EXERCISE GOAL:
Scan the listing beneath this sentence. Report each line with the word "lists".

DATA PROVIDED:
^^^^

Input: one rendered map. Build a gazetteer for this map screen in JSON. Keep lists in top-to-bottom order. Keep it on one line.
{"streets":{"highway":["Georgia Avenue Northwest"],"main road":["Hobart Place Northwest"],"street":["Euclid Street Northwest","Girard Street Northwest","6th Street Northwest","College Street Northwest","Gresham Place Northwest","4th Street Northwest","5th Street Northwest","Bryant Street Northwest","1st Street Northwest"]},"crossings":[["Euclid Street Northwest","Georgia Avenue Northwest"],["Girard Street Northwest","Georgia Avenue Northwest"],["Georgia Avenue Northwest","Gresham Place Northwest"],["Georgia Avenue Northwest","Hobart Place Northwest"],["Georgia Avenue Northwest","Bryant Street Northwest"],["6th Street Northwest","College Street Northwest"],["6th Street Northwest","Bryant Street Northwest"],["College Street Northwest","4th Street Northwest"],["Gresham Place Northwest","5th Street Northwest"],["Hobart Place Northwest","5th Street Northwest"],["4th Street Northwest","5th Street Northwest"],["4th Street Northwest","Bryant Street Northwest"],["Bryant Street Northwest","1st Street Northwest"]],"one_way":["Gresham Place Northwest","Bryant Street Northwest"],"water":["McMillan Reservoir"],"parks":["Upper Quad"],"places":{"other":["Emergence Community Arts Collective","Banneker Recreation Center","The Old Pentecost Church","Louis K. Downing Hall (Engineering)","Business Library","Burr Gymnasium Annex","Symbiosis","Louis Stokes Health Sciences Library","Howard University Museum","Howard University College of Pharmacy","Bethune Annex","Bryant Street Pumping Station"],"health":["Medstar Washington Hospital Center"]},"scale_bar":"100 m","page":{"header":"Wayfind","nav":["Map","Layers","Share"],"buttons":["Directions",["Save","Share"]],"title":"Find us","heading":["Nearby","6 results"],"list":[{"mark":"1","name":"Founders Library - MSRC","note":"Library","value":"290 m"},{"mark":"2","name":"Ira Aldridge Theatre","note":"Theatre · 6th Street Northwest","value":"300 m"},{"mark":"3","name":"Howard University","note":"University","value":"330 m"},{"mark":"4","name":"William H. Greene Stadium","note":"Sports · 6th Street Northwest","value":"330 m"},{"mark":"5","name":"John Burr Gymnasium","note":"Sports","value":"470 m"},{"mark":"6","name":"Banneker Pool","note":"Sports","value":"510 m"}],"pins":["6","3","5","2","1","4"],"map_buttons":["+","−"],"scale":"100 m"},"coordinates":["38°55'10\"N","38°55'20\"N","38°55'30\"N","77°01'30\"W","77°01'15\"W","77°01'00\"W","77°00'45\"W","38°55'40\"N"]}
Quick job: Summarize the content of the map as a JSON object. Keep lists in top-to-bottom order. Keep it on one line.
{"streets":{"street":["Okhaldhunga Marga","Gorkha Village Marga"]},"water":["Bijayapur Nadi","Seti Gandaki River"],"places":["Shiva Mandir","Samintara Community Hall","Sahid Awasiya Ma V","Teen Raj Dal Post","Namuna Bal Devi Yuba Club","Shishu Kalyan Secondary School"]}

^^^^

TASK ANSWER:
Input: one rendered map. Build a gazetteer for this map screen in JSON. Keep lists in top-to-bottom order. Keep it on one line.
Quick job: Summarize the content of the map as a JSON object. Keep lists in top-to-bottom order. Keep it on one line.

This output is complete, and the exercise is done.